> What the exercise asks: Output the records that follow exactly as they are written.

=======

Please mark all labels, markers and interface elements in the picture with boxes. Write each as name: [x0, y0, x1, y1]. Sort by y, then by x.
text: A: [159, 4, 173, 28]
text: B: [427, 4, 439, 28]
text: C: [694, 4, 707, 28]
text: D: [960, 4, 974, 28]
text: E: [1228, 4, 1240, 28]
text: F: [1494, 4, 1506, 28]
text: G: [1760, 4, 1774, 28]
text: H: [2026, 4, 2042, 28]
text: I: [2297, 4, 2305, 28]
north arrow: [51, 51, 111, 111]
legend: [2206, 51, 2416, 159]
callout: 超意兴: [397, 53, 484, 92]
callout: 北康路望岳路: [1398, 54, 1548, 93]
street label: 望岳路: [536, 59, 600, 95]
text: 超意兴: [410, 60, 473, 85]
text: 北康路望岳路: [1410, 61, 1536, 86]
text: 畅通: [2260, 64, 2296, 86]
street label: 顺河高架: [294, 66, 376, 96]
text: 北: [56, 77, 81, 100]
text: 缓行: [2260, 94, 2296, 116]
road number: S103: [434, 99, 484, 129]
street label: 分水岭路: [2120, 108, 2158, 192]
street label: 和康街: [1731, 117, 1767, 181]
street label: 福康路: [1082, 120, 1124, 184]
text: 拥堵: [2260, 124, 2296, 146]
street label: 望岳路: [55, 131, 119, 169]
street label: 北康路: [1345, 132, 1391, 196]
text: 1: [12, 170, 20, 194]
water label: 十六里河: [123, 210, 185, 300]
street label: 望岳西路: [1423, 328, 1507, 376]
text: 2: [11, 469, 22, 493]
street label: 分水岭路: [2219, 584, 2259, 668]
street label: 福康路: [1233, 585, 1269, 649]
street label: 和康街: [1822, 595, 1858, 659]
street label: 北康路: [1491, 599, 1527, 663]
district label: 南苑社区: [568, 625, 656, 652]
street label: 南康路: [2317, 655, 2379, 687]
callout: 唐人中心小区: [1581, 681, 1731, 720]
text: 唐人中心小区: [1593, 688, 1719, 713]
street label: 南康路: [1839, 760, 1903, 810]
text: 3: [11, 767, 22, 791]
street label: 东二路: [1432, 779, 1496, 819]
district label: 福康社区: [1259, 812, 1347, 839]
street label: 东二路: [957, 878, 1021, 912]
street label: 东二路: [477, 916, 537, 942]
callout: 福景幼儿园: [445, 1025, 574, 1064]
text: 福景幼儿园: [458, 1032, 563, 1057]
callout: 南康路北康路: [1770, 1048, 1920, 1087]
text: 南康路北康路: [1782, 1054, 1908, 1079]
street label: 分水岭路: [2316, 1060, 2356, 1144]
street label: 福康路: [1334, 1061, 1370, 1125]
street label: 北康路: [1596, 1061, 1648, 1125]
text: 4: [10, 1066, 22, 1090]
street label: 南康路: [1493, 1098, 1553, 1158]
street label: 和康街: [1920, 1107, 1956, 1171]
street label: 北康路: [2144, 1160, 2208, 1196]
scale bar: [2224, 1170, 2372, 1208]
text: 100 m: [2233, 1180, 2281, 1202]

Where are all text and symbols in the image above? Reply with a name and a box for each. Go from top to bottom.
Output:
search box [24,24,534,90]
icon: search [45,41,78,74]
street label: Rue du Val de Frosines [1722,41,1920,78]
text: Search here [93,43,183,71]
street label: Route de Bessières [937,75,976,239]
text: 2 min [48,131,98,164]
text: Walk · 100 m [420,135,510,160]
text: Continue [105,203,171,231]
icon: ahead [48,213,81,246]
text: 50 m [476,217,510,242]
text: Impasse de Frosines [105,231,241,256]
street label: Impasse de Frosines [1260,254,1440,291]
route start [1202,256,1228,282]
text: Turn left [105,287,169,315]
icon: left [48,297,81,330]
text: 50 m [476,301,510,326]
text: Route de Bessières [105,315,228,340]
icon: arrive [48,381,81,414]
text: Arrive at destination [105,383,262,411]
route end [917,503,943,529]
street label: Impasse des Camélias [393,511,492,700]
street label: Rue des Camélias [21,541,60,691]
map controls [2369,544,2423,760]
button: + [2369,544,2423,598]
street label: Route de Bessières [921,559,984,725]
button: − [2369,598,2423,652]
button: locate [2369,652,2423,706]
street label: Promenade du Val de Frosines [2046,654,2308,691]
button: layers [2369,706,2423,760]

=======

> Result of the task:
Please mark all labels, markers and interface elements in the picture with boxes. Write each as name: [x0, y0, x1, y1]. Sort by y, then by x.
text: A: [159, 4, 173, 28]
text: B: [427, 4, 439, 28]
text: C: [694, 4, 707, 28]
text: D: [960, 4, 974, 28]
text: E: [1228, 4, 1240, 28]
text: F: [1494, 4, 1506, 28]
text: G: [1760, 4, 1774, 28]
text: H: [2026, 4, 2042, 28]
text: I: [2297, 4, 2305, 28]
north arrow: [51, 51, 111, 111]
legend: [2206, 51, 2416, 159]
callout: 超意兴: [397, 53, 484, 92]
callout: 北康路望岳路: [1398, 54, 1548, 93]
street label: 望岳路: [536, 59, 600, 95]
text: 超意兴: [410, 60, 473, 85]
text: 北康路望岳路: [1410, 61, 1536, 86]
text: 畅通: [2260, 64, 2296, 86]
street label: 顺河高架: [294, 66, 376, 96]
text: 北: [56, 77, 81, 100]
text: 缓行: [2260, 94, 2296, 116]
road number: S103: [434, 99, 484, 129]
street label: 分水岭路: [2120, 108, 2158, 192]
street label: 和康街: [1731, 117, 1767, 181]
street label: 福康路: [1082, 120, 1124, 184]
text: 拥堵: [2260, 124, 2296, 146]
street label: 望岳路: [55, 131, 119, 169]
street label: 北康路: [1345, 132, 1391, 196]
text: 1: [12, 170, 20, 194]
water label: 十六里河: [123, 210, 185, 300]
street label: 望岳西路: [1423, 328, 1507, 376]
text: 2: [11, 469, 22, 493]
street label: 分水岭路: [2219, 584, 2259, 668]
street label: 福康路: [1233, 585, 1269, 649]
street label: 和康街: [1822, 595, 1858, 659]
street label: 北康路: [1491, 599, 1527, 663]
district label: 南苑社区: [568, 625, 656, 652]
street label: 南康路: [2317, 655, 2379, 687]
callout: 唐人中心小区: [1581, 681, 1731, 720]
text: 唐人中心小区: [1593, 688, 1719, 713]
street label: 南康路: [1839, 760, 1903, 810]
text: 3: [11, 767, 22, 791]
street label: 东二路: [1432, 779, 1496, 819]
district label: 福康社区: [1259, 812, 1347, 839]
street label: 东二路: [957, 878, 1021, 912]
street label: 东二路: [477, 916, 537, 942]
callout: 福景幼儿园: [445, 1025, 574, 1064]
text: 福景幼儿园: [458, 1032, 563, 1057]
callout: 南康路北康路: [1770, 1048, 1920, 1087]
text: 南康路北康路: [1782, 1054, 1908, 1079]
street label: 分水岭路: [2316, 1060, 2356, 1144]
street label: 福康路: [1334, 1061, 1370, 1125]
street label: 北康路: [1596, 1061, 1648, 1125]
text: 4: [10, 1066, 22, 1090]
street label: 南康路: [1493, 1098, 1553, 1158]
street label: 和康街: [1920, 1107, 1956, 1171]
street label: 北康路: [2144, 1160, 2208, 1196]
scale bar: [2224, 1170, 2372, 1208]
text: 100 m: [2233, 1180, 2281, 1202]

Where are all text and symbols in the image above? Reply with a name and a box for each. Go from top to bottom.
Output:
search box [24,24,534,90]
icon: search [45,41,78,74]
street label: Rue du Val de Frosines [1722,41,1920,78]
text: Search here [93,43,183,71]
street label: Route de Bessières [937,75,976,239]
text: 2 min [48,131,98,164]
text: Walk · 100 m [420,135,510,160]
text: Continue [105,203,171,231]
icon: ahead [48,213,81,246]
text: 50 m [476,217,510,242]
text: Impasse de Frosines [105,231,241,256]
street label: Impasse de Frosines [1260,254,1440,291]
route start [1202,256,1228,282]
text: Turn left [105,287,169,315]
icon: left [48,297,81,330]
text: 50 m [476,301,510,326]
text: Route de Bessières [105,315,228,340]
icon: arrive [48,381,81,414]
text: Arrive at destination [105,383,262,411]
route end [917,503,943,529]
street label: Impasse des Camélias [393,511,492,700]
street label: Rue des Camélias [21,541,60,691]
map controls [2369,544,2423,760]
button: + [2369,544,2423,598]
street label: Route de Bessières [921,559,984,725]
button: − [2369,598,2423,652]
button: locate [2369,652,2423,706]
street label: Promenade du Val de Frosines [2046,654,2308,691]
button: layers [2369,706,2423,760]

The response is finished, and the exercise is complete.